◆ What this task involves
Your task is to write out the entire listing exactly, omitting its pictures.

◆ Records for processing
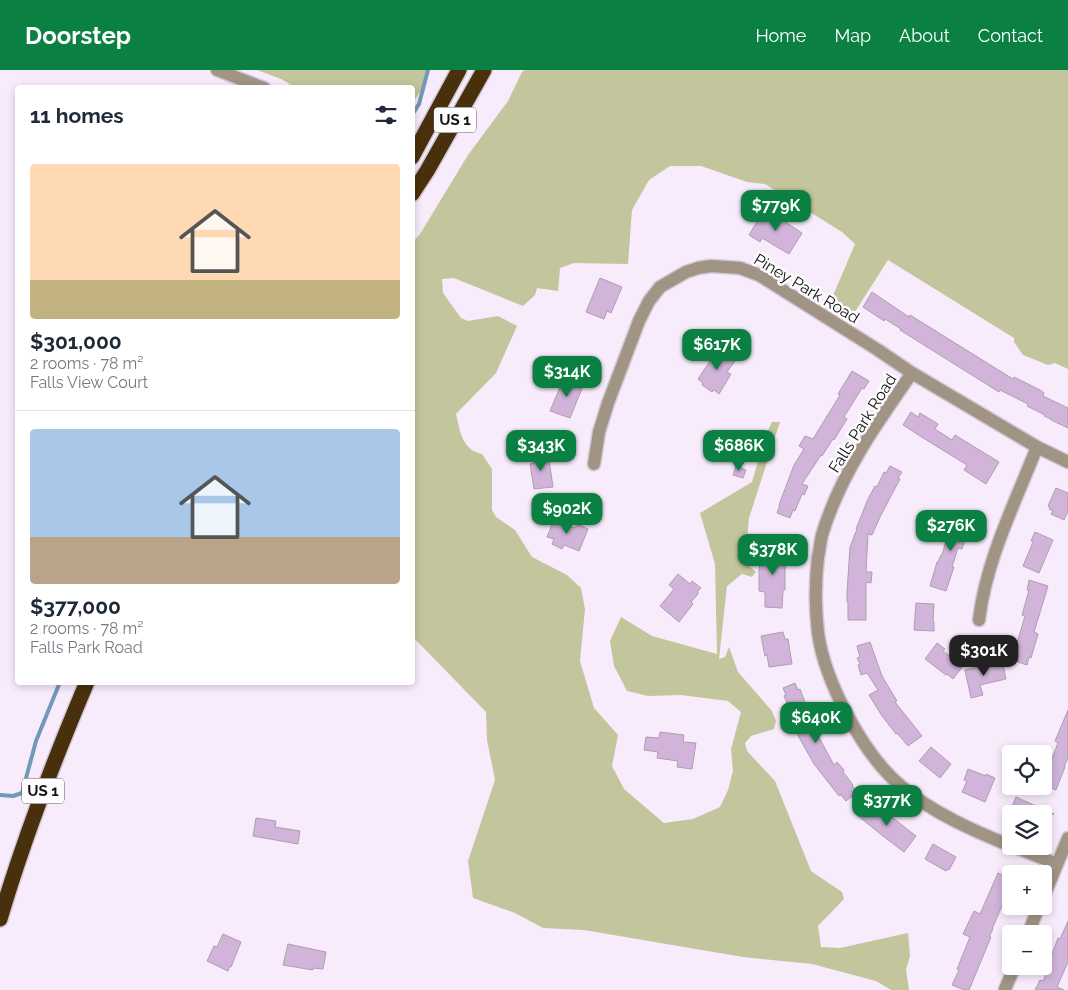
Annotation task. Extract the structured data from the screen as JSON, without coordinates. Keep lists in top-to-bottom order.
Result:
{
  "streets": {
    "highway": ["US 1"],
    "street": ["Piney Park Road", "Falls Park Road"]
  },
  "crossings": [
    ["Piney Park Road", "Falls Park Road"]
  ],
  "page": {
    "header": "Doorstep",
    "nav": [
      "Home",
      "Map",
      "About",
      "Contact"
    ],
    "heading": "11 homes",
    "list": [
      {
        "name": "$301,000",
        "note": "2 rooms · 78 m² · Falls View Court"
      },
      {
        "name": "$377,000",
        "note": "2 rooms · 78 m² · Falls Park Road"
      }
    ],
    "price": [
      "$779K",
      "$617K",
      "$314K",
      "$343K",
      "$686K",
      "$902K",
      "$276K",
      "$378K",
      "$301K",
      "$640K",
      "$377K"
    ],
    "map_buttons": ["+", "−"]
  }
}
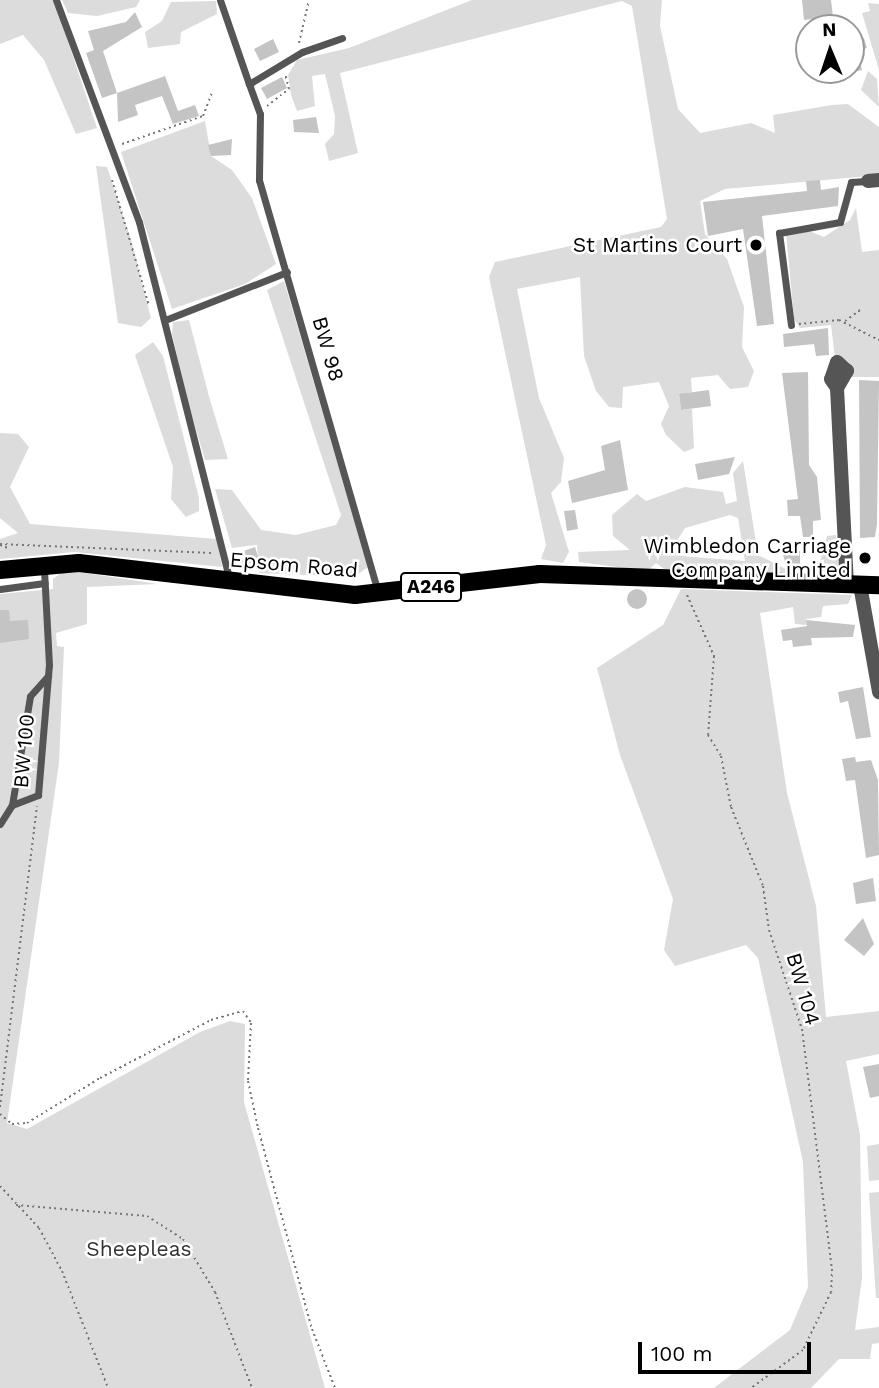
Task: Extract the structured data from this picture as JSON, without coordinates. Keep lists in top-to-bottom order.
{
  "streets": {
    "main road": ["Epsom Road", "A246"],
    "lane": ["BW 98", "BW 100"],
    "path": ["BW 104"]
  },
  "crossings": [
    ["BW 98", "Epsom Road"],
    ["Epsom Road", "BW 100"],
    ["Epsom Road", "BW 104"]
  ],
  "parks": ["Sheepleas"],
  "places": ["St Martins Court", "Wimbledon Carriage Company Limited"],
  "scale_bar": "100 m",
  "north": "top"
}
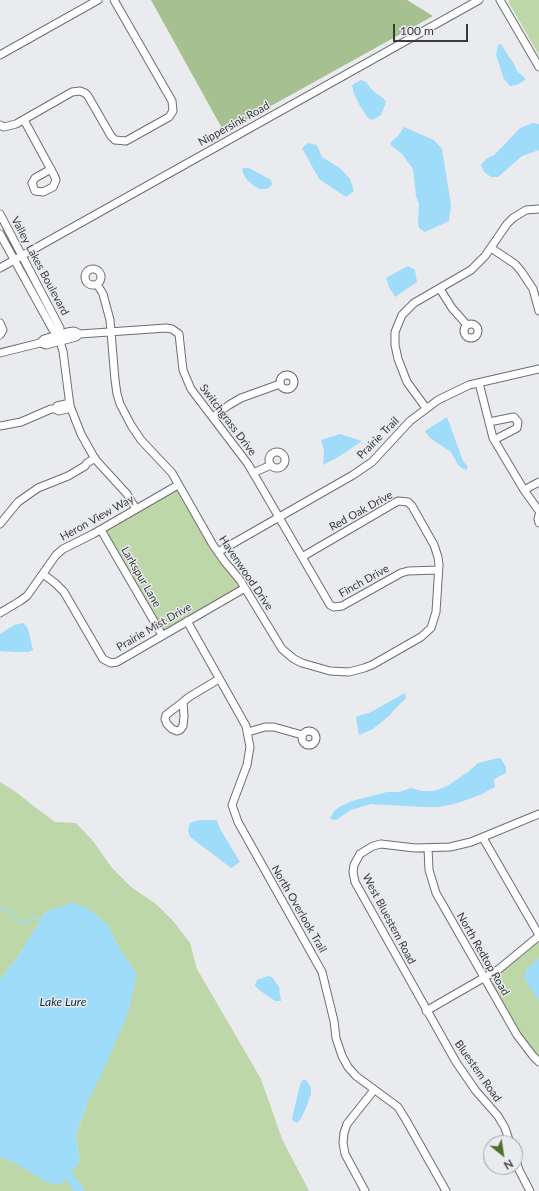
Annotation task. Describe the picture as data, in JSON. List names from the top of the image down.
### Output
{
  "streets": {
    "street": [
      "Nippersink Road",
      "Valley Lakes Boulevard",
      "Switchgrass Drive",
      "Prairie Trail",
      "Red Oak Drive",
      "Heron View Way",
      "Havenwood Drive",
      "Larkspur Lane",
      "Finch Drive",
      "Prairie Mist Drive",
      "North Overlook Trail",
      "West Bluestem Road",
      "North Redtop Road",
      "Bluestem Road"
    ]
  },
  "crossings": [
    ["Nippersink Road", "Valley Lakes Boulevard"],
    ["Valley Lakes Boulevard", "Switchgrass Drive"],
    ["Valley Lakes Boulevard", "Heron View Way"],
    ["Switchgrass Drive", "Prairie Trail"],
    ["Switchgrass Drive", "Havenwood Drive"],
    ["Switchgrass Drive", "Finch Drive"],
    ["Prairie Trail", "Havenwood Drive"],
    ["Prairie Trail", "Finch Drive"],
    ["Red Oak Drive", "Havenwood Drive"],
    ["Red Oak Drive", "Finch Drive"],
    ["Heron View Way", "Havenwood Drive"],
    ["Heron View Way", "Larkspur Lane"],
    ["Heron View Way", "Prairie Mist Drive"],
    ["Havenwood Drive", "Finch Drive"],
    ["Havenwood Drive", "Prairie Mist Drive"],
    ["Larkspur Lane", "Prairie Mist Drive"],
    ["Prairie Mist Drive", "North Overlook Trail"],
    ["West Bluestem Road", "North Redtop Road"],
    ["West Bluestem Road", "Bluestem Road"]
  ],
  "water": ["Lake Lure"],
  "scale_bar": "100 m",
  "north": "bottom right"
}
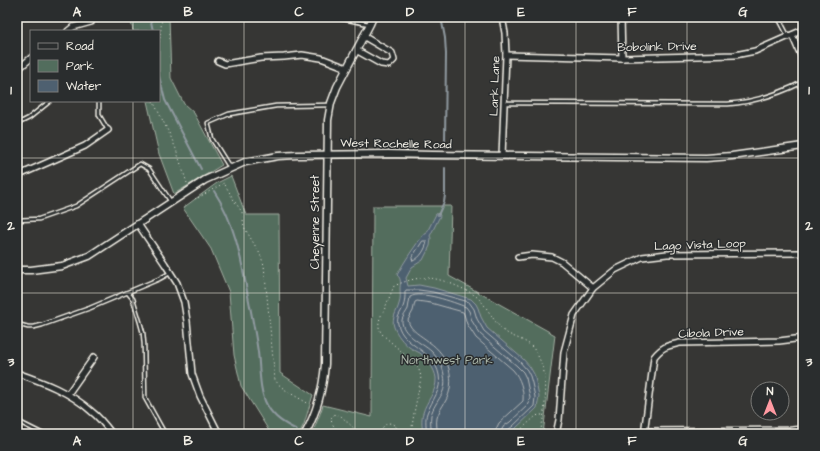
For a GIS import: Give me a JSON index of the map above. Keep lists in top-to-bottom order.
{
  "streets": {
    "street": [
      "Bobolink Drive",
      "Lark Lane",
      "West Rochelle Road",
      "Cheyenne Street",
      "Lago Vista Loop",
      "Cibola Drive"
    ]
  },
  "crossings": [
    ["Bobolink Drive", "Lark Lane"],
    ["Lark Lane", "West Rochelle Road"],
    ["West Rochelle Road", "Cheyenne Street"]
  ],
  "parks": ["Northwest Park"],
  "legend": ["Road", "Park", "Water"],
  "north": "top",
  "grid": {
    "columns": [
      "A",
      "B",
      "C",
      "D",
      "E",
      "F",
      "G"
    ],
    "rows": ["1", "2", "3"]
  }
}
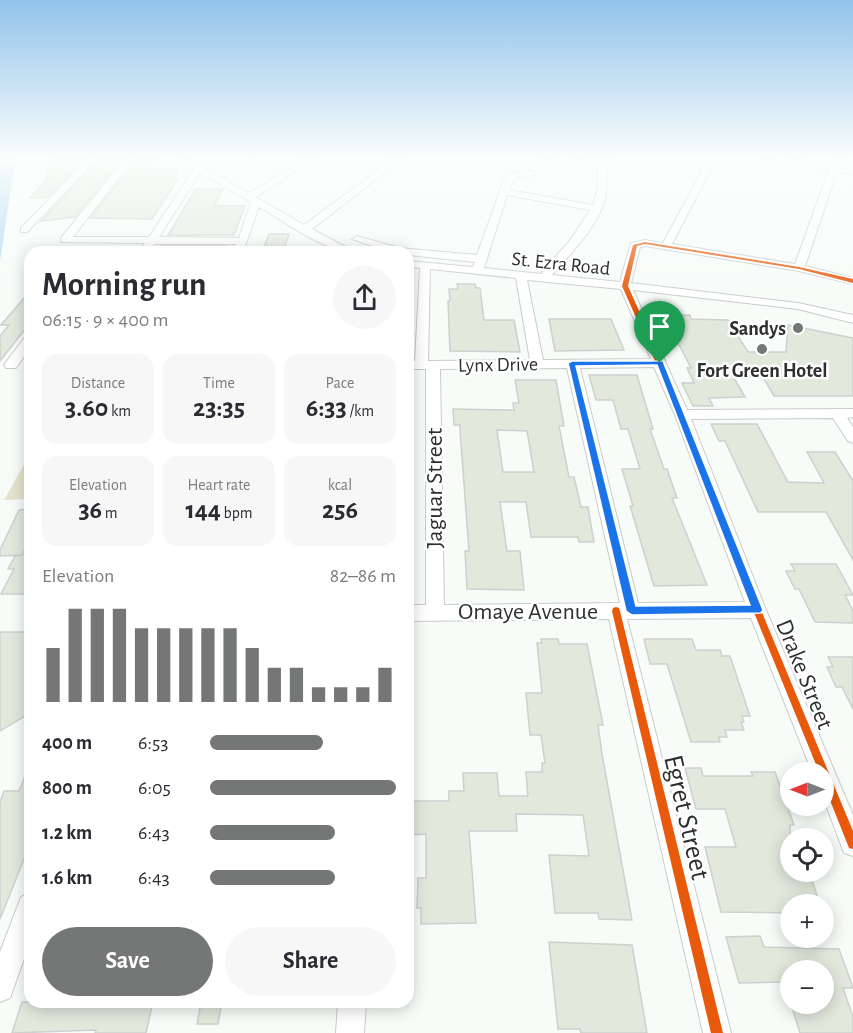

◆ Answer to the problem
Annotation task. Extract the structured data from the screen as JSON, without coordinates. Keep lists in top-to-bottom order.
Result:
{
  "streets": {
    "highway": ["US 1"],
    "street": ["Piney Park Road", "Falls Park Road"]
  },
  "crossings": [
    ["Piney Park Road", "Falls Park Road"]
  ],
  "page": {
    "header": "Doorstep",
    "nav": [
      "Home",
      "Map",
      "About",
      "Contact"
    ],
    "heading": "11 homes",
    "list": [
      {
        "name": "$301,000",
        "note": "2 rooms · 78 m² · Falls View Court"
      },
      {
        "name": "$377,000",
        "note": "2 rooms · 78 m² · Falls Park Road"
      }
    ],
    "price": [
      "$779K",
      "$617K",
      "$314K",
      "$343K",
      "$686K",
      "$902K",
      "$276K",
      "$378K",
      "$301K",
      "$640K",
      "$377K"
    ],
    "map_buttons": ["+", "−"]
  }
}
Task: Extract the structured data from this picture as JSON, without coordinates. Keep lists in top-to-bottom order.
{
  "streets": {
    "main road": ["Epsom Road", "A246"],
    "lane": ["BW 98", "BW 100"],
    "path": ["BW 104"]
  },
  "crossings": [
    ["BW 98", "Epsom Road"],
    ["Epsom Road", "BW 100"],
    ["Epsom Road", "BW 104"]
  ],
  "parks": ["Sheepleas"],
  "places": ["St Martins Court", "Wimbledon Carriage Company Limited"],
  "scale_bar": "100 m",
  "north": "top"
}
Annotation task. Describe the picture as data, in JSON. List names from the top of the image down.
### Output
{
  "streets": {
    "street": [
      "Nippersink Road",
      "Valley Lakes Boulevard",
      "Switchgrass Drive",
      "Prairie Trail",
      "Red Oak Drive",
      "Heron View Way",
      "Havenwood Drive",
      "Larkspur Lane",
      "Finch Drive",
      "Prairie Mist Drive",
      "North Overlook Trail",
      "West Bluestem Road",
      "North Redtop Road",
      "Bluestem Road"
    ]
  },
  "crossings": [
    ["Nippersink Road", "Valley Lakes Boulevard"],
    ["Valley Lakes Boulevard", "Switchgrass Drive"],
    ["Valley Lakes Boulevard", "Heron View Way"],
    ["Switchgrass Drive", "Prairie Trail"],
    ["Switchgrass Drive", "Havenwood Drive"],
    ["Switchgrass Drive", "Finch Drive"],
    ["Prairie Trail", "Havenwood Drive"],
    ["Prairie Trail", "Finch Drive"],
    ["Red Oak Drive", "Havenwood Drive"],
    ["Red Oak Drive", "Finch Drive"],
    ["Heron View Way", "Havenwood Drive"],
    ["Heron View Way", "Larkspur Lane"],
    ["Heron View Way", "Prairie Mist Drive"],
    ["Havenwood Drive", "Finch Drive"],
    ["Havenwood Drive", "Prairie Mist Drive"],
    ["Larkspur Lane", "Prairie Mist Drive"],
    ["Prairie Mist Drive", "North Overlook Trail"],
    ["West Bluestem Road", "North Redtop Road"],
    ["West Bluestem Road", "Bluestem Road"]
  ],
  "water": ["Lake Lure"],
  "scale_bar": "100 m",
  "north": "bottom right"
}
For a GIS import: Give me a JSON index of the map above. Keep lists in top-to-bottom order.
{
  "streets": {
    "street": [
      "Bobolink Drive",
      "Lark Lane",
      "West Rochelle Road",
      "Cheyenne Street",
      "Lago Vista Loop",
      "Cibola Drive"
    ]
  },
  "crossings": [
    ["Bobolink Drive", "Lark Lane"],
    ["Lark Lane", "West Rochelle Road"],
    ["West Rochelle Road", "Cheyenne Street"]
  ],
  "parks": ["Northwest Park"],
  "legend": ["Road", "Park", "Water"],
  "north": "top",
  "grid": {
    "columns": [
      "A",
      "B",
      "C",
      "D",
      "E",
      "F",
      "G"
    ],
    "rows": ["1", "2", "3"]
  }
}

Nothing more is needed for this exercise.